REQUIRED WORK
If a line below contains the string "absolute", copy it out.

** EXCERPTED RECORDS follows **

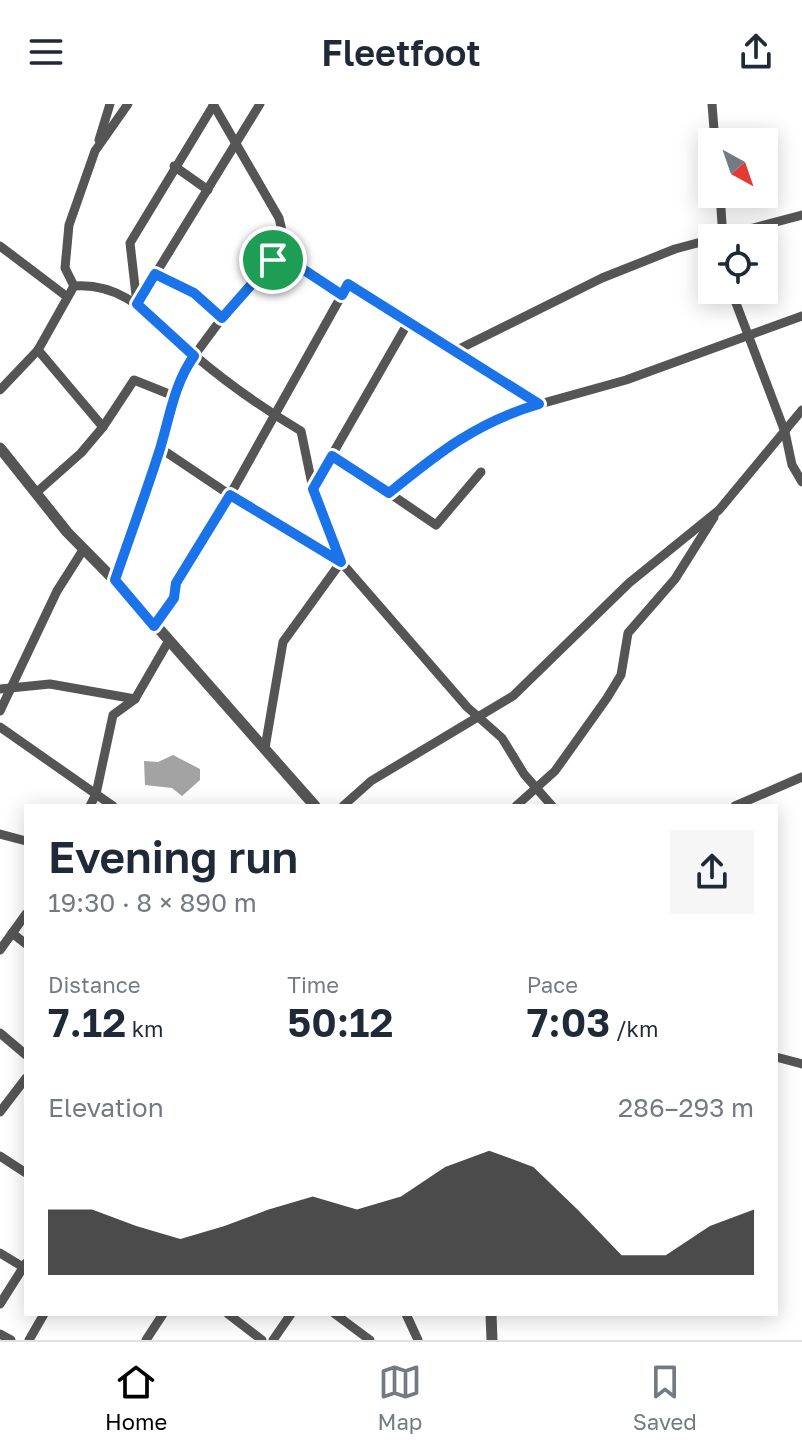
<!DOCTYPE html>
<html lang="en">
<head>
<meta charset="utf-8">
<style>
	:root { --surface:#fff; --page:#f6f6f7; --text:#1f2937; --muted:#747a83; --line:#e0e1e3; --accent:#000 }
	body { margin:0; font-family:"Golos Text",sans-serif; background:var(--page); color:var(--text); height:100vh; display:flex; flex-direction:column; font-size:30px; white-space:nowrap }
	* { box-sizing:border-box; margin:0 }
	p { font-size:26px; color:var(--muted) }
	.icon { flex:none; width:44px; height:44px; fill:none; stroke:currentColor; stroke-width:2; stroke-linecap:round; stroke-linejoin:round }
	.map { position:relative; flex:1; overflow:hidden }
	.details { position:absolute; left:24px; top:700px; width:754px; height:512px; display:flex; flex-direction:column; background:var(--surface); border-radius:0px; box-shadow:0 4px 20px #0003 }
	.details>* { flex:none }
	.needle { width:52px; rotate:140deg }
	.fabs { position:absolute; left:698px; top:24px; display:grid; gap:16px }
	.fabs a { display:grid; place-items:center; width:80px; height:80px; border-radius:0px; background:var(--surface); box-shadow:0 4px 20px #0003; font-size:40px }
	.pin { position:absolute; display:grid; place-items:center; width:68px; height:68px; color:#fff; margin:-34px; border:4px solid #fff; border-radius:50%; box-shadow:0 2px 8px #0007 }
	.round { display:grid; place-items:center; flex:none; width:84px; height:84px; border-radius:0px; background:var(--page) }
	.headline { display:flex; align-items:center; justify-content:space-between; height:136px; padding:0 24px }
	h1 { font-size:44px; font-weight:600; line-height:60px }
	.stats { display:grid; grid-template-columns:repeat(3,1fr); gap:12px; height:136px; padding:8px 24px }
	.stats div { display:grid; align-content:center }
	.stats b { font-size:40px; font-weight:600 }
	.stats small { font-size:22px; font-weight:400 }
	.stats p { font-size:22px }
	.chart { height:224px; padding:16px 24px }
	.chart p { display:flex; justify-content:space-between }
	.chart svg { width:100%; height:144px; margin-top:8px; fill:var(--accent); opacity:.7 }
	header { display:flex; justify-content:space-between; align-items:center; height:104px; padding:0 24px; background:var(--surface); font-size:36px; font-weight:600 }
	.tab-bar { display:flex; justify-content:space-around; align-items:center; height:112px; border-top:2px solid var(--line); background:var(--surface); font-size:22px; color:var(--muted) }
	.tab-bar a { display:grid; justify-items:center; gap:4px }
	.tab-bar .selected { color:var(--accent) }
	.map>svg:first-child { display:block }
	.water { fill:#a3a3a3 }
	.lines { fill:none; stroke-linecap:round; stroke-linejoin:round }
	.minor { stroke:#555; stroke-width:9 }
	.tertiary { stroke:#555; stroke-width:11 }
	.route-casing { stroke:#fff; stroke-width:16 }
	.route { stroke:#1a73e8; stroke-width:10 }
</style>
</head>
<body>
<header><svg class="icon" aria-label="menu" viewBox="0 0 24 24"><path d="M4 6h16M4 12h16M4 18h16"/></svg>Fleetfoot<svg class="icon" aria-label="share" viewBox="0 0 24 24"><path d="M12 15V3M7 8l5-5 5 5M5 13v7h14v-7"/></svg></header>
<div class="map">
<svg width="802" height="1236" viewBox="0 0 802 1236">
	<rect width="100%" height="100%" fill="#fff"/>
	<path class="water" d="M 173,651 L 200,665 L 200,676 L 182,692 L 172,684 L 145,681 L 144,657 L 158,658 Z"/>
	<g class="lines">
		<g class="minor">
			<path d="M 213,0 L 279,114 L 289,156"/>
			<path d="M 712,0 L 715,38"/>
			<path d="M 99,36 L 110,0"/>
			<path d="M 174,62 L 208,86"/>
			<path d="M 720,90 L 723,134"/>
			<path d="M 0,142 L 66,192"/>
			<path d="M 155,170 L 194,189 L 222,214"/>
			<path d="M 74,182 L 65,164 L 69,121 L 95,47 L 128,0"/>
			<path d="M 731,186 L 785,328 L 792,361 L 802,378"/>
			<path d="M 137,200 L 260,0"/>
			<path d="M 137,200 L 130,139 L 213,2"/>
			<path d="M 457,246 L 602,174 L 675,145 L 802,111"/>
			<path d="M 0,286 L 38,246"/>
			<path d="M 103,323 L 134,276 L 174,292"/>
			<path d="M 160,344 L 230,391 L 341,458 L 467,603 L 502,634 L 524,670 L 552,702"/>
			<path d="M 332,352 L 389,389 L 449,340 L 508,309 L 626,276 L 802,212"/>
			<path d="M 313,384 L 409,217"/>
			<path d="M 37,388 L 81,349 L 103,323 L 38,246 L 74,182 C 129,178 155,220 194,251 C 227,279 264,305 301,327 L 313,385 L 341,458 L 283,538 L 265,644"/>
			<path d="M 389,389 L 436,421 L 481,368"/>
			<path d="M 115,476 L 182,268 L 222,214 L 273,156 L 289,156 L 342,191"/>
			<path d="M 154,522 L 174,494 L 176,479 L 230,391 L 348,180 L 539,300"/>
			<path d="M 0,585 L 50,580 L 135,595 L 168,538"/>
			<path d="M 0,607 L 57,487 L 83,446"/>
			<path d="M 0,623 L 113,702"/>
			<path d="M 90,702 L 96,690 L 113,611 L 135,595"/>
			<path d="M 343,702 L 371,677 L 513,592 L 629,479 L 719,406 L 802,306"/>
			<path d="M 516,702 L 555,667 L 607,594 L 621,571 L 628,529 L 675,475 L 714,413"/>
			<path d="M 735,702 L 802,673"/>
			<path d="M 0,730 L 26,737"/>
			<path d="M 12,829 L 26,840"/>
			<path d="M 0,846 L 26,810"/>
			<path d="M 0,929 L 26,951"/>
			<path d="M 776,953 L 802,960"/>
			<path d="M 0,1008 L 26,974"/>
			<path d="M 0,1052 L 26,1069"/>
			<path d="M 0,1149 L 23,1163"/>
			<path d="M 0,1200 L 26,1159"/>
			<path d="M 228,1210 L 262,1236"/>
			<path d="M 335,1210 L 370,1236"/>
			<path d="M 406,1210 L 418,1236"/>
			<path d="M 0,1230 L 11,1236"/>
			<path d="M 29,1236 L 44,1210"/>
			<path d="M 146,1236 L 163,1210"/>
			<path d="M 273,1236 L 291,1210"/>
		</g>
		<g class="tertiary">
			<path d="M 0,344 L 67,428 L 131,493 L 315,702"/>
			<path d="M 491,1210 L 492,1236"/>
		</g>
	</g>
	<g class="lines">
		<g class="route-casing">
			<path id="route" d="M 273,156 L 289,156 L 342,191 L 348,180 L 539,300 C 477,318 438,349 389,389 L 332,352 L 313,385 L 341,458 L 230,391 L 176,479 L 174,494 L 154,522 L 115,476 C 130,432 146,389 160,345 C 170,312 174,280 194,252 L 137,200 L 155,170 L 194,189 L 222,214 Z"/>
		</g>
		<use href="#route" class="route"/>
	</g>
</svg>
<div class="fabs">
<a><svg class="needle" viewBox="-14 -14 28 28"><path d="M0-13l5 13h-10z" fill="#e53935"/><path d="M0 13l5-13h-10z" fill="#747a83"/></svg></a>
<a><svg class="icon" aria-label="locate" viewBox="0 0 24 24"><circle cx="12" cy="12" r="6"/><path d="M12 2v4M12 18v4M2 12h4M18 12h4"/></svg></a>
</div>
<div class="pin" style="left:273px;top:156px;background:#1e9e55"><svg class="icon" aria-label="arrive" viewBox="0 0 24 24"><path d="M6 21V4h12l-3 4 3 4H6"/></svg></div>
<section class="details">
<div class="headline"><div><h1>Evening run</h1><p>19:30 · 8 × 890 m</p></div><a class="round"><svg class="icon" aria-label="share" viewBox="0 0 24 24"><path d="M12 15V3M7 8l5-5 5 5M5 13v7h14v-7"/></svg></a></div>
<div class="stats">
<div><p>Distance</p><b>7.12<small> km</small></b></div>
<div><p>Time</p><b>50:12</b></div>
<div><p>Pace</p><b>7:03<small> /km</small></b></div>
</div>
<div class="chart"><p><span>Elevation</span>286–293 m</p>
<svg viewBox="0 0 160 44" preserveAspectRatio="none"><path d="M0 44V24L10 24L20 29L30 33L40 29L50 24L60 20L70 24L80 20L90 11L100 6L110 11L120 24L130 38L140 38L150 29L160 24V44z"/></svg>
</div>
</section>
</div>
<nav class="tab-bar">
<a class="selected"><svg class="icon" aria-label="home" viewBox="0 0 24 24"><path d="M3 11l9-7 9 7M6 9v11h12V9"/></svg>Home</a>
<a><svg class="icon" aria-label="map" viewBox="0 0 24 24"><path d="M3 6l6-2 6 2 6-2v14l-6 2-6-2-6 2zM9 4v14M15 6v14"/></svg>Map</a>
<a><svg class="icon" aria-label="saved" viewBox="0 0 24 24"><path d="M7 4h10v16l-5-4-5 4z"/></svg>Saved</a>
</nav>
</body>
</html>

** End of EXCERPTED RECORDS **

TASK OUTPUT
	.details { position:absolute; left:24px; top:700px; width:754px; height:512px; display:flex; flex-direction:column; background:var(--surface); border-radius:0px; box-shadow:0 4px 20px #0003 }
	.fabs { position:absolute; left:698px; top:24px; display:grid; gap:16px }
	.pin { position:absolute; display:grid; place-items:center; width:68px; height:68px; color:#fff; margin:-34px; border:4px solid #fff; border-radius:50%; box-shadow:0 2px 8px #0007 }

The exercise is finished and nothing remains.